Each line below needs to be restated word for word.

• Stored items
-- Opening Marker --
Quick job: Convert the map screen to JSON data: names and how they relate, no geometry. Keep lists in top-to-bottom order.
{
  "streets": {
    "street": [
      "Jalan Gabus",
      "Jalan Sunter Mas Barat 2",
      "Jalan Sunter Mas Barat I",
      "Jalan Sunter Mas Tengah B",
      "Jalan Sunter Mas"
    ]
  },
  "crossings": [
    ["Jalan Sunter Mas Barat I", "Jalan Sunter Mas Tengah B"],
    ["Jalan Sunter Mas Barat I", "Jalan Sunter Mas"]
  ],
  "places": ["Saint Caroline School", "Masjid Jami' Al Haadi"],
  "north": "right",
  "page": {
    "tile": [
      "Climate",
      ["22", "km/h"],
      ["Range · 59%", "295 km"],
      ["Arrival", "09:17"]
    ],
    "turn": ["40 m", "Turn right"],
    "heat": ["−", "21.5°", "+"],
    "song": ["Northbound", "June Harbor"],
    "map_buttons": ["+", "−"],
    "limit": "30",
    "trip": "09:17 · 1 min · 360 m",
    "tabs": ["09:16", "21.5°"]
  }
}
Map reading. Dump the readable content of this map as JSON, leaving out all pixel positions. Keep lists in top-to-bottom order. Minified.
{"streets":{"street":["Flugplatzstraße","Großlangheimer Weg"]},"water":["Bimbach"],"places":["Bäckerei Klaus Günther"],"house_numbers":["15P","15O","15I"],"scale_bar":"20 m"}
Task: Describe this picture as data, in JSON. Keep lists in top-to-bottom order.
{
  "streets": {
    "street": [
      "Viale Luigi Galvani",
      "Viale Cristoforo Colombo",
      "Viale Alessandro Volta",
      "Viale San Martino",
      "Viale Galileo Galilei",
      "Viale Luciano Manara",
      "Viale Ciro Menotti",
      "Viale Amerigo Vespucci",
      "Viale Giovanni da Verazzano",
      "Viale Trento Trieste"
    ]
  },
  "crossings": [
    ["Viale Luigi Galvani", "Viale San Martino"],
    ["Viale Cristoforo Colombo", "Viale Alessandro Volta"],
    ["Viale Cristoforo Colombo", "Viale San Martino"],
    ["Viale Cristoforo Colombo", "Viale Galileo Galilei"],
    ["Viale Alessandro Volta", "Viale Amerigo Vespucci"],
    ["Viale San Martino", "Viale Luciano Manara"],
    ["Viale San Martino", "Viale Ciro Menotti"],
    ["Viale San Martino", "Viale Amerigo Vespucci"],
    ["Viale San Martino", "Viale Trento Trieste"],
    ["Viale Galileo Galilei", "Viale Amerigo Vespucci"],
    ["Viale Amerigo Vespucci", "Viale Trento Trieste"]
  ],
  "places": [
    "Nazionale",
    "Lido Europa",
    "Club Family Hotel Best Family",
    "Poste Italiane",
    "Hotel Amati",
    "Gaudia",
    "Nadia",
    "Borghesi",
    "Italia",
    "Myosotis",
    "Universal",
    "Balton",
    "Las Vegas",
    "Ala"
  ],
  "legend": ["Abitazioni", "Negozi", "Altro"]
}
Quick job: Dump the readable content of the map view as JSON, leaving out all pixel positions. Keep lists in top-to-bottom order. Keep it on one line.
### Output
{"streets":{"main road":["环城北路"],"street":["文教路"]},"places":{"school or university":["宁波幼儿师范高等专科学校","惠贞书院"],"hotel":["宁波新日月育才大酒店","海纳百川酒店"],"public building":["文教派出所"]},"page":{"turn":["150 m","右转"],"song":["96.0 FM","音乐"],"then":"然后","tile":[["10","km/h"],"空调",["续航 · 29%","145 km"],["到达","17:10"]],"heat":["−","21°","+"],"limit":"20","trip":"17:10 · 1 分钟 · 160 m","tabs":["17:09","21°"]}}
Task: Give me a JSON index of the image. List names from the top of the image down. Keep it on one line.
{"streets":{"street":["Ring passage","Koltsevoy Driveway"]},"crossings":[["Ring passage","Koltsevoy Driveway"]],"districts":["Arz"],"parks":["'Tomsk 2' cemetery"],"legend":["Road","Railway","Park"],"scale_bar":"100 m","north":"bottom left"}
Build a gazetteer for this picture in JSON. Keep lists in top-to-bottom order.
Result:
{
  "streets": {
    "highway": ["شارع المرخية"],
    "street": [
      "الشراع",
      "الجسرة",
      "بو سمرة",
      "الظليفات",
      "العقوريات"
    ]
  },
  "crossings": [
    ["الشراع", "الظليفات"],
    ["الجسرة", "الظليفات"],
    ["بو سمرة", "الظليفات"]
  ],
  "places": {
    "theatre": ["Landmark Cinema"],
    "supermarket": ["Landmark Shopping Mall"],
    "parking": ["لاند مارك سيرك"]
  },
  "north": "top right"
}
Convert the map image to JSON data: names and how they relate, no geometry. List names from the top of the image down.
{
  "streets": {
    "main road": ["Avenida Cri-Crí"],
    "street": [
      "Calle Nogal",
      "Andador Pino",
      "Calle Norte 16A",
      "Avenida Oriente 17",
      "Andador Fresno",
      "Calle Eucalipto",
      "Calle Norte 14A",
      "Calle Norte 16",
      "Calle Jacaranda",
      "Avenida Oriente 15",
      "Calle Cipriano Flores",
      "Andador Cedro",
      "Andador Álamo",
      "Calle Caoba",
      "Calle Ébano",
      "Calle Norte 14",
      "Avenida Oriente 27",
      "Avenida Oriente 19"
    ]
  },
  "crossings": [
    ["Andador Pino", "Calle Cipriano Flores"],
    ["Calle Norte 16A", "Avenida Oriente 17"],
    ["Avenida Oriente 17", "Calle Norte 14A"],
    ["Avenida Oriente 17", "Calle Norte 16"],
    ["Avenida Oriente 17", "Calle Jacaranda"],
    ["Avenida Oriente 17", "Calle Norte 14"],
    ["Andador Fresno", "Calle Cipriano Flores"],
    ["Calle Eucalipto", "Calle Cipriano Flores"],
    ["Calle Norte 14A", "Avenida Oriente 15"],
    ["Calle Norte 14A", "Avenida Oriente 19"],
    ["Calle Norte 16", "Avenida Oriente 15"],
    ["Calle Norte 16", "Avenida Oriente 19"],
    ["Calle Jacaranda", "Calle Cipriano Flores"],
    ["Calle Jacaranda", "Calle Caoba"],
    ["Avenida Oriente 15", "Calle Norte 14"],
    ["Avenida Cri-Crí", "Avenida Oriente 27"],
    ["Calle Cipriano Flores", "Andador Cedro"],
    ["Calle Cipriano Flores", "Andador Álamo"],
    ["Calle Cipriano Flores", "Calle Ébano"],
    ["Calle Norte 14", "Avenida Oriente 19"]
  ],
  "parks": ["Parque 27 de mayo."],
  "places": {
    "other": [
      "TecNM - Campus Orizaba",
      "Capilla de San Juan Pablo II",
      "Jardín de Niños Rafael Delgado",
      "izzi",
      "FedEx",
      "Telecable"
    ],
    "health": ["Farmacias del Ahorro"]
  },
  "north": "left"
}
-- Closing Marker --
• SOLUTION
Quick job: Convert the map screen to JSON data: names and how they relate, no geometry. Keep lists in top-to-bottom order.
{
  "streets": {
    "street": [
      "Jalan Gabus",
      "Jalan Sunter Mas Barat 2",
      "Jalan Sunter Mas Barat I",
      "Jalan Sunter Mas Tengah B",
      "Jalan Sunter Mas"
    ]
  },
  "crossings": [
    ["Jalan Sunter Mas Barat I", "Jalan Sunter Mas Tengah B"],
    ["Jalan Sunter Mas Barat I", "Jalan Sunter Mas"]
  ],
  "places": ["Saint Caroline School", "Masjid Jami' Al Haadi"],
  "north": "right",
  "page": {
    "tile": [
      "Climate",
      ["22", "km/h"],
      ["Range · 59%", "295 km"],
      ["Arrival", "09:17"]
    ],
    "turn": ["40 m", "Turn right"],
    "heat": ["−", "21.5°", "+"],
    "song": ["Northbound", "June Harbor"],
    "map_buttons": ["+", "−"],
    "limit": "30",
    "trip": "09:17 · 1 min · 360 m",
    "tabs": ["09:16", "21.5°"]
  }
}
Map reading. Dump the readable content of this map as JSON, leaving out all pixel positions. Keep lists in top-to-bottom order. Minified.
{"streets":{"street":["Flugplatzstraße","Großlangheimer Weg"]},"water":["Bimbach"],"places":["Bäckerei Klaus Günther"],"house_numbers":["15P","15O","15I"],"scale_bar":"20 m"}
Task: Describe this picture as data, in JSON. Keep lists in top-to-bottom order.
{
  "streets": {
    "street": [
      "Viale Luigi Galvani",
      "Viale Cristoforo Colombo",
      "Viale Alessandro Volta",
      "Viale San Martino",
      "Viale Galileo Galilei",
      "Viale Luciano Manara",
      "Viale Ciro Menotti",
      "Viale Amerigo Vespucci",
      "Viale Giovanni da Verazzano",
      "Viale Trento Trieste"
    ]
  },
  "crossings": [
    ["Viale Luigi Galvani", "Viale San Martino"],
    ["Viale Cristoforo Colombo", "Viale Alessandro Volta"],
    ["Viale Cristoforo Colombo", "Viale San Martino"],
    ["Viale Cristoforo Colombo", "Viale Galileo Galilei"],
    ["Viale Alessandro Volta", "Viale Amerigo Vespucci"],
    ["Viale San Martino", "Viale Luciano Manara"],
    ["Viale San Martino", "Viale Ciro Menotti"],
    ["Viale San Martino", "Viale Amerigo Vespucci"],
    ["Viale San Martino", "Viale Trento Trieste"],
    ["Viale Galileo Galilei", "Viale Amerigo Vespucci"],
    ["Viale Amerigo Vespucci", "Viale Trento Trieste"]
  ],
  "places": [
    "Nazionale",
    "Lido Europa",
    "Club Family Hotel Best Family",
    "Poste Italiane",
    "Hotel Amati",
    "Gaudia",
    "Nadia",
    "Borghesi",
    "Italia",
    "Myosotis",
    "Universal",
    "Balton",
    "Las Vegas",
    "Ala"
  ],
  "legend": ["Abitazioni", "Negozi", "Altro"]
}
Quick job: Dump the readable content of the map view as JSON, leaving out all pixel positions. Keep lists in top-to-bottom order. Keep it on one line.
### Output
{"streets":{"main road":["环城北路"],"street":["文教路"]},"places":{"school or university":["宁波幼儿师范高等专科学校","惠贞书院"],"hotel":["宁波新日月育才大酒店","海纳百川酒店"],"public building":["文教派出所"]},"page":{"turn":["150 m","右转"],"song":["96.0 FM","音乐"],"then":"然后","tile":[["10","km/h"],"空调",["续航 · 29%","145 km"],["到达","17:10"]],"heat":["−","21°","+"],"limit":"20","trip":"17:10 · 1 分钟 · 160 m","tabs":["17:09","21°"]}}
Task: Give me a JSON index of the image. List names from the top of the image down. Keep it on one line.
{"streets":{"street":["Ring passage","Koltsevoy Driveway"]},"crossings":[["Ring passage","Koltsevoy Driveway"]],"districts":["Arz"],"parks":["'Tomsk 2' cemetery"],"legend":["Road","Railway","Park"],"scale_bar":"100 m","north":"bottom left"}
Build a gazetteer for this picture in JSON. Keep lists in top-to-bottom order.
Result:
{
  "streets": {
    "highway": ["شارع المرخية"],
    "street": [
      "الشراع",
      "الجسرة",
      "بو سمرة",
      "الظليفات",
      "العقوريات"
    ]
  },
  "crossings": [
    ["الشراع", "الظليفات"],
    ["الجسرة", "الظليفات"],
    ["بو سمرة", "الظليفات"]
  ],
  "places": {
    "theatre": ["Landmark Cinema"],
    "supermarket": ["Landmark Shopping Mall"],
    "parking": ["لاند مارك سيرك"]
  },
  "north": "top right"
}
Convert the map image to JSON data: names and how they relate, no geometry. List names from the top of the image down.
{
  "streets": {
    "main road": ["Avenida Cri-Crí"],
    "street": [
      "Calle Nogal",
      "Andador Pino",
      "Calle Norte 16A",
      "Avenida Oriente 17",
      "Andador Fresno",
      "Calle Eucalipto",
      "Calle Norte 14A",
      "Calle Norte 16",
      "Calle Jacaranda",
      "Avenida Oriente 15",
      "Calle Cipriano Flores",
      "Andador Cedro",
      "Andador Álamo",
      "Calle Caoba",
      "Calle Ébano",
      "Calle Norte 14",
      "Avenida Oriente 27",
      "Avenida Oriente 19"
    ]
  },
  "crossings": [
    ["Andador Pino", "Calle Cipriano Flores"],
    ["Calle Norte 16A", "Avenida Oriente 17"],
    ["Avenida Oriente 17", "Calle Norte 14A"],
    ["Avenida Oriente 17", "Calle Norte 16"],
    ["Avenida Oriente 17", "Calle Jacaranda"],
    ["Avenida Oriente 17", "Calle Norte 14"],
    ["Andador Fresno", "Calle Cipriano Flores"],
    ["Calle Eucalipto", "Calle Cipriano Flores"],
    ["Calle Norte 14A", "Avenida Oriente 15"],
    ["Calle Norte 14A", "Avenida Oriente 19"],
    ["Calle Norte 16", "Avenida Oriente 15"],
    ["Calle Norte 16", "Avenida Oriente 19"],
    ["Calle Jacaranda", "Calle Cipriano Flores"],
    ["Calle Jacaranda", "Calle Caoba"],
    ["Avenida Oriente 15", "Calle Norte 14"],
    ["Avenida Cri-Crí", "Avenida Oriente 27"],
    ["Calle Cipriano Flores", "Andador Cedro"],
    ["Calle Cipriano Flores", "Andador Álamo"],
    ["Calle Cipriano Flores", "Calle Ébano"],
    ["Calle Norte 14", "Avenida Oriente 19"]
  ],
  "parks": ["Parque 27 de mayo."],
  "places": {
    "other": [
      "TecNM - Campus Orizaba",
      "Capilla de San Juan Pablo II",
      "Jardín de Niños Rafael Delgado",
      "izzi",
      "FedEx",
      "Telecable"
    ],
    "health": ["Farmacias del Ahorro"]
  },
  "north": "left"
}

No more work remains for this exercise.